Task
For each line below with the word "rows", write out a copy.

================================

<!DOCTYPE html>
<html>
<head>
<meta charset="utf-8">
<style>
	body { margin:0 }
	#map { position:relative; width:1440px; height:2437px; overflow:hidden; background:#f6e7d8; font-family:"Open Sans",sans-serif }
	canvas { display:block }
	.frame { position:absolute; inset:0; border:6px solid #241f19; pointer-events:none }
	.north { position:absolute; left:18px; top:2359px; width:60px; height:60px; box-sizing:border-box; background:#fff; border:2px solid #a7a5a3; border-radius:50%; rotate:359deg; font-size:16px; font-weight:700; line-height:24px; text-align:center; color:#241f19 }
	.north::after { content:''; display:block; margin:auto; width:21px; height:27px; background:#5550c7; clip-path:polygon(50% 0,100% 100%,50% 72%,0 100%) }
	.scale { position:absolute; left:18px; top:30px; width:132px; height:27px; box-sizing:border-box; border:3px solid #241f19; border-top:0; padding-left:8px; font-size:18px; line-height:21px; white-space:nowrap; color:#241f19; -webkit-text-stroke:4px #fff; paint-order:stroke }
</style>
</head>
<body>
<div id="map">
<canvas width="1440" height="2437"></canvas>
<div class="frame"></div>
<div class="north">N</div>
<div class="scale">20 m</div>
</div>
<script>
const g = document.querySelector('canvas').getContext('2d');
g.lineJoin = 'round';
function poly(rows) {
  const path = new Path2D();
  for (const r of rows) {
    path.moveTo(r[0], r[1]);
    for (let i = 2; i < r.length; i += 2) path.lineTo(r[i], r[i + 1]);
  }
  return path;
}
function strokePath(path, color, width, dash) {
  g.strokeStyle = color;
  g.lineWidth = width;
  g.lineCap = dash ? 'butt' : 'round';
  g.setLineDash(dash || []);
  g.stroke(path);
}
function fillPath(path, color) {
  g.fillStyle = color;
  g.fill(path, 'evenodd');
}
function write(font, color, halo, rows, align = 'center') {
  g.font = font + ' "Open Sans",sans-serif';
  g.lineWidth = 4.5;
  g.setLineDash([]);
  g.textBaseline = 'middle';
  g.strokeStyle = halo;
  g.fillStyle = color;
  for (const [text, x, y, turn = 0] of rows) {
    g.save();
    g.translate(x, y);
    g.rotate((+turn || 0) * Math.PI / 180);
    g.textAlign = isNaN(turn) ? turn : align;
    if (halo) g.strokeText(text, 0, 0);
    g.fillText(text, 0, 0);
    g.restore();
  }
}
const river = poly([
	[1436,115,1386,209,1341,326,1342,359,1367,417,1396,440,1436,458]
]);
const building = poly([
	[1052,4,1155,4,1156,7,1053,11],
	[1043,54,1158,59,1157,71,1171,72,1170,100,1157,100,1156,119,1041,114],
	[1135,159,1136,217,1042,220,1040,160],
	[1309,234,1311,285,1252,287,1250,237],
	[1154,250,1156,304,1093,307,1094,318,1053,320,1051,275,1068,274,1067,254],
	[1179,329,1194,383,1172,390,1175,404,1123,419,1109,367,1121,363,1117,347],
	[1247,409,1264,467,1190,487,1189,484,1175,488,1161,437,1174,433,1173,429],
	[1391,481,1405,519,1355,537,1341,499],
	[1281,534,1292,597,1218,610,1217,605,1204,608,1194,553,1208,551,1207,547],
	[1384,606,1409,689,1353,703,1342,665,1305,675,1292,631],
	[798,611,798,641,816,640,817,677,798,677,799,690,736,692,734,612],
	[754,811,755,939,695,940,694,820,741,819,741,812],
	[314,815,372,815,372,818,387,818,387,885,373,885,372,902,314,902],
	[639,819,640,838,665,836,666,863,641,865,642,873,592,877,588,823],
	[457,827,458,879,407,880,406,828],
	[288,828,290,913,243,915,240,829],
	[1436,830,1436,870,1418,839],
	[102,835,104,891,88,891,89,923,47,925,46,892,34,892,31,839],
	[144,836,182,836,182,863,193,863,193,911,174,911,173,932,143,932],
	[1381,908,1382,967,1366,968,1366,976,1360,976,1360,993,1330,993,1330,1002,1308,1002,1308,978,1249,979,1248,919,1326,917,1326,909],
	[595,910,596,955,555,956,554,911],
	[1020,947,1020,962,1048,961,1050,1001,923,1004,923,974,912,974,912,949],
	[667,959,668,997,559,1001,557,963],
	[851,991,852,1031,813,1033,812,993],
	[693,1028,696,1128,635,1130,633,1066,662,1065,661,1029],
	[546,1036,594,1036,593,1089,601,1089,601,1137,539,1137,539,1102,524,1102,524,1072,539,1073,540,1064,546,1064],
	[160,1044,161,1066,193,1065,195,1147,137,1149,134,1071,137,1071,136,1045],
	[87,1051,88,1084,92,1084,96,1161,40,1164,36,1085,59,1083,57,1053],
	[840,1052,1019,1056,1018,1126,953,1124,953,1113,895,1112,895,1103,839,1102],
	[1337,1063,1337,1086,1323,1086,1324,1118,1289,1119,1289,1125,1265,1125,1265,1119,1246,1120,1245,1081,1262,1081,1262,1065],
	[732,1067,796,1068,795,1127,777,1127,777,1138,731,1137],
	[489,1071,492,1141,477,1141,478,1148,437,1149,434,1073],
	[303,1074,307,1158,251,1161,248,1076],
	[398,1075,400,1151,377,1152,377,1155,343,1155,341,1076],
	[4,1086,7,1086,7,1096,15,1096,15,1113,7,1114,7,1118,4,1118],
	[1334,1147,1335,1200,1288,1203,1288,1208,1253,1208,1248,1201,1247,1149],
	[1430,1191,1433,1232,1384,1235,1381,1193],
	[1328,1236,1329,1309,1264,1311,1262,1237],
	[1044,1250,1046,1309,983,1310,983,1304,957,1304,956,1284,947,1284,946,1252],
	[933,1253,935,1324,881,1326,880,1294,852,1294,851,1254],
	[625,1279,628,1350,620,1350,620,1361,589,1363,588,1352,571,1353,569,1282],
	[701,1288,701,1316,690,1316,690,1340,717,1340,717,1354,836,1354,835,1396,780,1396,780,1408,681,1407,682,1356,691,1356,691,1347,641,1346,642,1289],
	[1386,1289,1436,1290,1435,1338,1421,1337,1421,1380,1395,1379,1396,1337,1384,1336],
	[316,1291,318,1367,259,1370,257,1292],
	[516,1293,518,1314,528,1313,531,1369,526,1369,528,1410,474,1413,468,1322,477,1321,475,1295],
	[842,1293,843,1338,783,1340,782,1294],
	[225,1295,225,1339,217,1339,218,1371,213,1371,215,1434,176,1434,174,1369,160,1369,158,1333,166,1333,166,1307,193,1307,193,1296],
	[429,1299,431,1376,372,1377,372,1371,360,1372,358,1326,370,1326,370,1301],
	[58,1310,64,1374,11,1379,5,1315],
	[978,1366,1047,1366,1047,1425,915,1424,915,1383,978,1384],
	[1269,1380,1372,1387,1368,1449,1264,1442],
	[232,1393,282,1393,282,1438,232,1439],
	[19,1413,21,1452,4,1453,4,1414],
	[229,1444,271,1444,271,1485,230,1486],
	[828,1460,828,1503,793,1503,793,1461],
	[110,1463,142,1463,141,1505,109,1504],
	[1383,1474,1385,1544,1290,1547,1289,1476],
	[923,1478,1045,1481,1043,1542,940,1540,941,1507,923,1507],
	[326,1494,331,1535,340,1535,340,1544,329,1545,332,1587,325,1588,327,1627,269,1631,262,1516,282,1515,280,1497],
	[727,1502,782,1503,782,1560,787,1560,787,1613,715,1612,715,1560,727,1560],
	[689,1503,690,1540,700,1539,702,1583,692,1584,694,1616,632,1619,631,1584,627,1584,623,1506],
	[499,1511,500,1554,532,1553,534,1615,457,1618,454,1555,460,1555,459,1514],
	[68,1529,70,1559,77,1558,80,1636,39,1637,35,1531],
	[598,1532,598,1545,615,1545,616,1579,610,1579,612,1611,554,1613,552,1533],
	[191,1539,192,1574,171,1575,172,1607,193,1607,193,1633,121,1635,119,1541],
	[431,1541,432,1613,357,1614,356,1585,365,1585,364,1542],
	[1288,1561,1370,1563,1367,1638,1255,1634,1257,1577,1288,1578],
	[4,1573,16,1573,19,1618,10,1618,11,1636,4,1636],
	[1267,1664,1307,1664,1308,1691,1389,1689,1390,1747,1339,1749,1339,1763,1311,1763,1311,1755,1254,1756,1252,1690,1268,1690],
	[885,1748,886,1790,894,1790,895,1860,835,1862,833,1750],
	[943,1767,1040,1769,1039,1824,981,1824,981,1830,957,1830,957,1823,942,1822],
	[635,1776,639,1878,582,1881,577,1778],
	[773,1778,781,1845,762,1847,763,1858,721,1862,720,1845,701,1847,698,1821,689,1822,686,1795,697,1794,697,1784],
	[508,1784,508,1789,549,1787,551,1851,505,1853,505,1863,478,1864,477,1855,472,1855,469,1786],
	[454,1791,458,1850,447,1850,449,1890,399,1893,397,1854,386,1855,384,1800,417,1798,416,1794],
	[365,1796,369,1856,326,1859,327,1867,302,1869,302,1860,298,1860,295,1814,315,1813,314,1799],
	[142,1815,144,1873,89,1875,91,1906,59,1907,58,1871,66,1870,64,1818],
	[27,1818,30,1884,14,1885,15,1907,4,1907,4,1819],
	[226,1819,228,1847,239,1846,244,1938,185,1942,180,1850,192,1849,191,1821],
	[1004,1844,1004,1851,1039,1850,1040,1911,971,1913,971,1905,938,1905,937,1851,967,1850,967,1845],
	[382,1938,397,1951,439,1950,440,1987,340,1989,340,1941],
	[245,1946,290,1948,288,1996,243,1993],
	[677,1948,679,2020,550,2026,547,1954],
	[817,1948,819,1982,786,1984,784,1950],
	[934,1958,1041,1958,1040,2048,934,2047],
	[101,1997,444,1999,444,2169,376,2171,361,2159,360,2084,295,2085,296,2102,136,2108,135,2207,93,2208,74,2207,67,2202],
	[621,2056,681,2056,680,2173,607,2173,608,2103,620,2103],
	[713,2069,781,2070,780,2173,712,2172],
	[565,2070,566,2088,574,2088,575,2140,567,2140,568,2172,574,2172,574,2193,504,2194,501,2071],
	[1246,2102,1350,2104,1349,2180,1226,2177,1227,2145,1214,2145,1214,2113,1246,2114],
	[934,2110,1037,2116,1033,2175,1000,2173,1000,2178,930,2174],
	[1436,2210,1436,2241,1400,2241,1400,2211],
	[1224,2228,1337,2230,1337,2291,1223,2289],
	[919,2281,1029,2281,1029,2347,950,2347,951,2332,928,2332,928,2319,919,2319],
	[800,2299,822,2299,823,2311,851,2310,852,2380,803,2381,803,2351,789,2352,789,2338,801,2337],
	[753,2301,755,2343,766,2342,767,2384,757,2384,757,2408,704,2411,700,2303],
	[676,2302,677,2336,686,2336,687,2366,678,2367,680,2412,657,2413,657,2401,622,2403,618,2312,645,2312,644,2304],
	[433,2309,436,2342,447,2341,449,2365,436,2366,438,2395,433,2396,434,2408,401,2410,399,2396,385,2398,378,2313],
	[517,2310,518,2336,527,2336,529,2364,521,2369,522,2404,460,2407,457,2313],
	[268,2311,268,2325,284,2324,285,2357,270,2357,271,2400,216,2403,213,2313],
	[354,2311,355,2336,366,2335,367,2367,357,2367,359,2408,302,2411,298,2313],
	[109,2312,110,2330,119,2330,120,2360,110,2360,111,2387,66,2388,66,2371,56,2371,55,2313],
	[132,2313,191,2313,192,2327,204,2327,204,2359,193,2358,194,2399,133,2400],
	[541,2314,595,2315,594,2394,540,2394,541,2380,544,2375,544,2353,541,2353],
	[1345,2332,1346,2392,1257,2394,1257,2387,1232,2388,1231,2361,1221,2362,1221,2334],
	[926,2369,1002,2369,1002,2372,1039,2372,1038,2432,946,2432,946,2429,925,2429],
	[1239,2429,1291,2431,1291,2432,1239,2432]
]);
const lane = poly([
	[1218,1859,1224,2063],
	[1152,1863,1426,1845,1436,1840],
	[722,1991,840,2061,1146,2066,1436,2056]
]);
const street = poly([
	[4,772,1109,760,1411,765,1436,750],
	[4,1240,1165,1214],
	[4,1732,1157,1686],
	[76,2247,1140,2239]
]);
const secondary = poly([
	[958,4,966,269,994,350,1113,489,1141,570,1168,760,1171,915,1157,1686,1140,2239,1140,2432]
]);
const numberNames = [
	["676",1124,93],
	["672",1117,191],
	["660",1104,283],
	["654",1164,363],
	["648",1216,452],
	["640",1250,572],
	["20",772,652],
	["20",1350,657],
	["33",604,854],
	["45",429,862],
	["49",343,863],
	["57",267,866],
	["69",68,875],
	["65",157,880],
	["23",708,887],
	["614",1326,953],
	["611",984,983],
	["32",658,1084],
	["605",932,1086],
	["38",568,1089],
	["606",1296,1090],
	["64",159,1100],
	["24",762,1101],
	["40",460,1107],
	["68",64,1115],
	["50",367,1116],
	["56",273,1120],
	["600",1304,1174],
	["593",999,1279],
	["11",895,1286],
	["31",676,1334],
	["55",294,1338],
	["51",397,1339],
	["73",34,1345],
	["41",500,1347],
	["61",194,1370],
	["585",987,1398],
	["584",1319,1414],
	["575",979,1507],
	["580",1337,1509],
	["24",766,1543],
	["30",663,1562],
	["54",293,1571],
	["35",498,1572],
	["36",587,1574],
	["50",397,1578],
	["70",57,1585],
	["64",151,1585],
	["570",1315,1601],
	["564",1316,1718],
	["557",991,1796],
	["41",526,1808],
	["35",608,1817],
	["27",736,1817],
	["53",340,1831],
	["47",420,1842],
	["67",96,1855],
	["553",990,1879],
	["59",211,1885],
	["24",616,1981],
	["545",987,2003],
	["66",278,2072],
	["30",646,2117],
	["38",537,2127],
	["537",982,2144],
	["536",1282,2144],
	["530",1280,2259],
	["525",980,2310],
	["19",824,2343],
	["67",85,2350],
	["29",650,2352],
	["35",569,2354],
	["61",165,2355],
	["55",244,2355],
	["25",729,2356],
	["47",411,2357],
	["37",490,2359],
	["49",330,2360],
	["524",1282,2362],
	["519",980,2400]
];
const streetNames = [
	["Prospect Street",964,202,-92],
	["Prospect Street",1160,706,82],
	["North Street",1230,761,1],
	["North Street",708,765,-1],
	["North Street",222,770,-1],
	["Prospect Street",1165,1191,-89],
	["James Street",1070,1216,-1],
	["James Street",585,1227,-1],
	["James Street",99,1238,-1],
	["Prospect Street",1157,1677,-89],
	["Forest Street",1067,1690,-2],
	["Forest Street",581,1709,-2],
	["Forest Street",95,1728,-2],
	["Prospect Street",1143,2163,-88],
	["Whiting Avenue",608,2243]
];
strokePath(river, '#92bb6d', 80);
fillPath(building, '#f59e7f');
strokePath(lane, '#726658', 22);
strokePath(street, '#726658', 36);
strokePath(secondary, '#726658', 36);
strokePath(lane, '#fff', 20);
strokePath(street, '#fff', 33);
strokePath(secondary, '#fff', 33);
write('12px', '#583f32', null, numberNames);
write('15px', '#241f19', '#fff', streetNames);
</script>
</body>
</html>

================================

Answer box
function poly(rows) {
  for (const r of rows) {
function write(font, color, halo, rows, align = 'center') {
  for (const [text, x, y, turn = 0] of rows) {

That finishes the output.